- Tomáš Pajurek - CTO at Spotflow, Team Lead and Software Architect at Datamole.
- David Nepožitek - Software Engineer at Spotflow and Datamole.
Datamole helps industrial companies become more sustainable and profitable by developing innovative data & AI-driven solutions. Spotflow is Datamole's spinoff, building industrial IoT platform for managing devices and collecting data reliably at scale.
See the Course Outline in the root of the repository.
- On-demand compute & storage resources accessible over the Internet.
- Mostly multi-tenant.
- Infrastructure as a Service (IaaS): virtual machines, disks, networking, dedicated machines.
- Platform as a Service (PaaS): web servers, databases, serverless, Kubernetes.
- Software as a Service (SaaS): applications, analytics, machine Learning, geospatial, etc.
- New ideas can be tested immediately without up-front investments and delays.
- Infrastructure for the applications can be added just-in-time.
- Including e.g. GPUs, NVMes, SGX/SEV.
- No need to plan too far ahead.
- Suitable for incremental development.
- No need to over-allocate resources. Infrastructure over-provisioning can be avoided with pay-as-you-go pricing.
- The capacity of the system can be adjusted/scaled to current demand.
- The scaling is very flexible and can be even on a less-than-hourly basis.
Compared to on-premises solutions, deploying the system in multiple regions is easier if needed.
Different systems or even different parts of a single system can choose the trade-off between:
- IaaS services that can be highly customized but bring higher operational overhead and high-level
- PaaS and SaaS services that are not as customizable but bring lower operational overhead.
- Infrastructure can be redesigned at any time.
- The cost of provisioning new infrastructure does not have to be considered.
- ROI of existing infrastructure does not have to be considered.
Network errors, overloaded servers, unavailable services, VMs being restarted, and DNS being reconfigured are a norm, software running in the cloud must be designed to handle them.
Everything is exposed as an API over the Internet. There is no layer of physical security as in traditional data centers. Every mistake in configuration or access control is a very serious one.
Also, from time to time, some cloud service is deprecated which require migration to another service.
IaaS services are quite generic and portable.
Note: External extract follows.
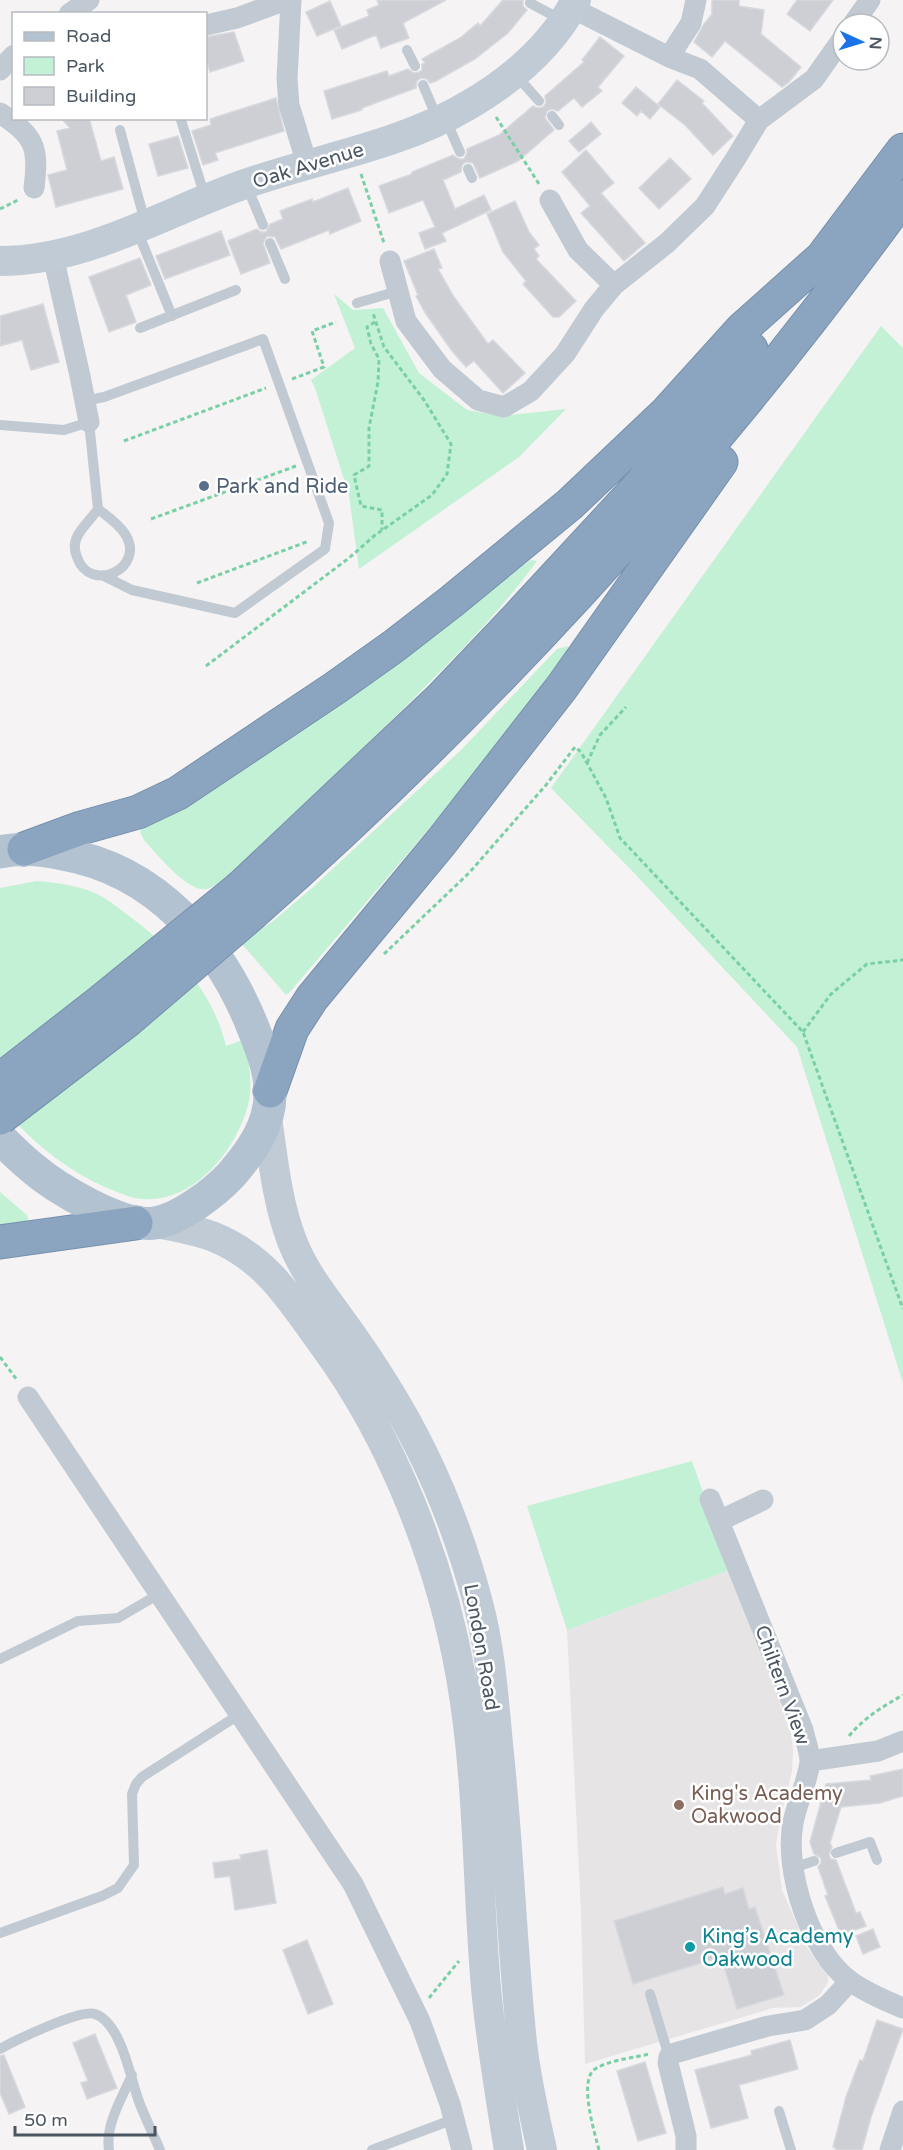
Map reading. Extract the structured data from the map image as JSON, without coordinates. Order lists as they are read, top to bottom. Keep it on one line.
{"streets":{"main road":["Oak Avenue","London Road"],"street":["Chiltern View"]},"places":["Park and Ride","King's Academy Oakwood","King’s Academy Oakwood"],"legend":["Road","Park","Building"],"scale_bar":"50 m","north":"right"}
However PaaS and SaaS services are often very specific to the cloud provider and migration to other providers is hard or not possible without system redesign (e.g. due reliance on specific service guarantees or cost model).
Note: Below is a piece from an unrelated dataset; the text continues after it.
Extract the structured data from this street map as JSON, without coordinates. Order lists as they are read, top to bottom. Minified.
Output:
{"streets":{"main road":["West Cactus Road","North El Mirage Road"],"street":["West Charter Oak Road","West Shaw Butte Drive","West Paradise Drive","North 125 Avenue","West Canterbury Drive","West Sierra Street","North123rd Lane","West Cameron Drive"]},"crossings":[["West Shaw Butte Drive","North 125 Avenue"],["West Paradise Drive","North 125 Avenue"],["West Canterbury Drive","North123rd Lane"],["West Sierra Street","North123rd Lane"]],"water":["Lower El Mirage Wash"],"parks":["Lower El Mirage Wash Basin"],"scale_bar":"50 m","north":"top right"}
- Significant issue for some companies.
- Government access requests?
- Quite complicated cost structure - compute, storage, egress, ingress, and more.
- Can be much more expensive than comparable on-premises "bare metal" hardware.
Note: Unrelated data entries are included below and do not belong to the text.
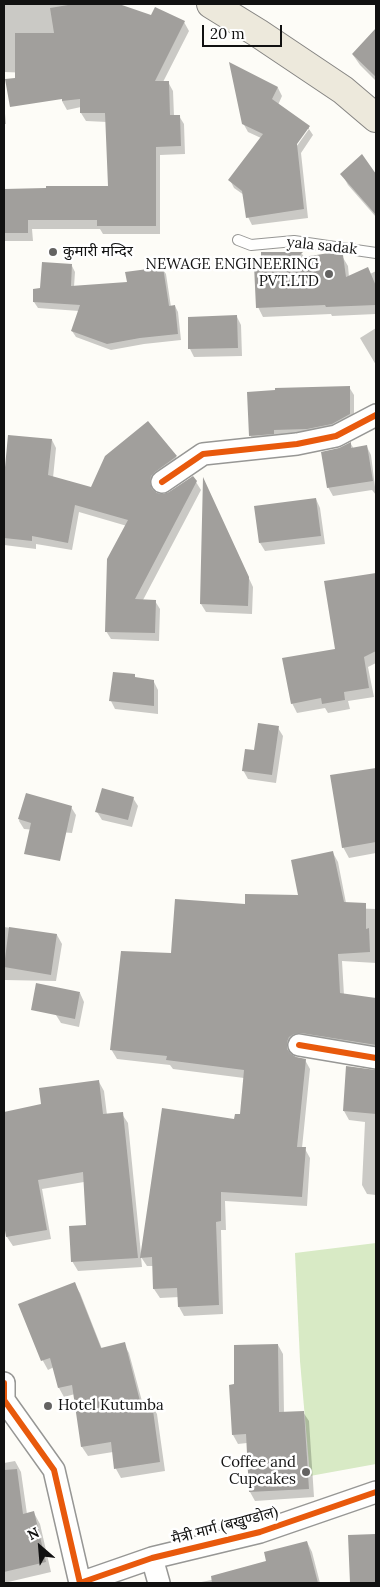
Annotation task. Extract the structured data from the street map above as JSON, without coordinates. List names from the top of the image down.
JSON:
{
  "streets": {
    "street": ["मैत्री मार्ग (बखुण्डोल)"],
    "lane": ["yala sadak"]
  },
  "places": [
    "कुमारी मन्दिर",
    "NEWAGE ENGINEERING PVT.LTD",
    "Hotel Kutumba",
    "Coffee and Cupcakes"
  ],
  "scale_bar": "20 m",
  "north": "top left"
}
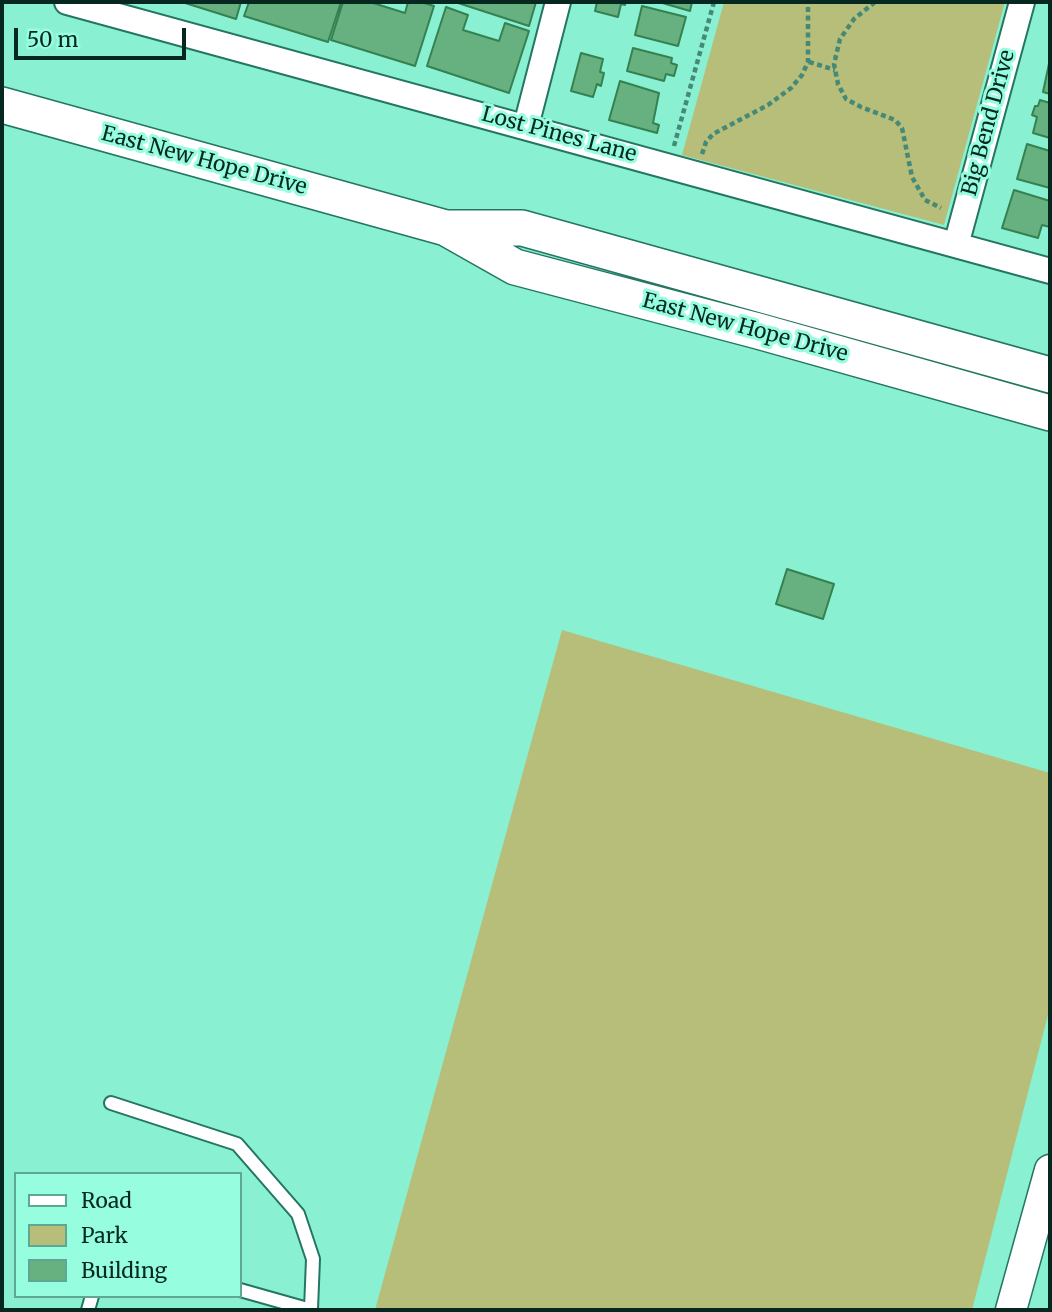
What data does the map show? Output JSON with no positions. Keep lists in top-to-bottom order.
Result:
{
  "streets": {
    "main road": ["East New Hope Drive"],
    "street": ["Big Bend Drive", "Lost Pines Lane"]
  },
  "crossings": [
    ["Big Bend Drive", "Lost Pines Lane"]
  ],
  "legend": ["Road", "Park", "Building"],
  "scale_bar": "50 m"
}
- For predictable workloads, cost can be optimized with capacity reservations but will be higher than on-premises.
There are multiple points of view:
- Performance.
- Reliability.
- Power usage.
- Real-time.
- Deployment of devices into the field
- Networking.
- Security.
- Updates.
- (Stateful) connection of many devices.
- Storing of data.
- Processing of data.
- Cloud-to-device communication.
The development of backends for IoT solutions is software engineering like any other. However, there are some challenges that are more common in IoT solutions than in typical business applications. Also, many of these challenges are also relevant for observability solutions.
- Long connectivity disruptions, as well as other failures are a norm, not an exception.
- Network bandwidth is limited.
- Disk space is limited.
- Harsh prioritization is needed.
- Extremely unreliable clocks on devices
It is much easier to process data from devices if there are at least some guarantees about ordering.
In-order processing is not trivial in distributed systems.
- Retries, fail-overs.
- Trade-off with high availability.
Logging/tracing every single transaction (e.g., collecting one sensor reading) is not feasible:
- Designing a logging/tracing strategy is non-trivial.
- Debugging is harder.
Typical IoT solutions need at least some functionality to work close to real-time manner (to have minimal latency from device sending a data point to time moment when the data point is processed).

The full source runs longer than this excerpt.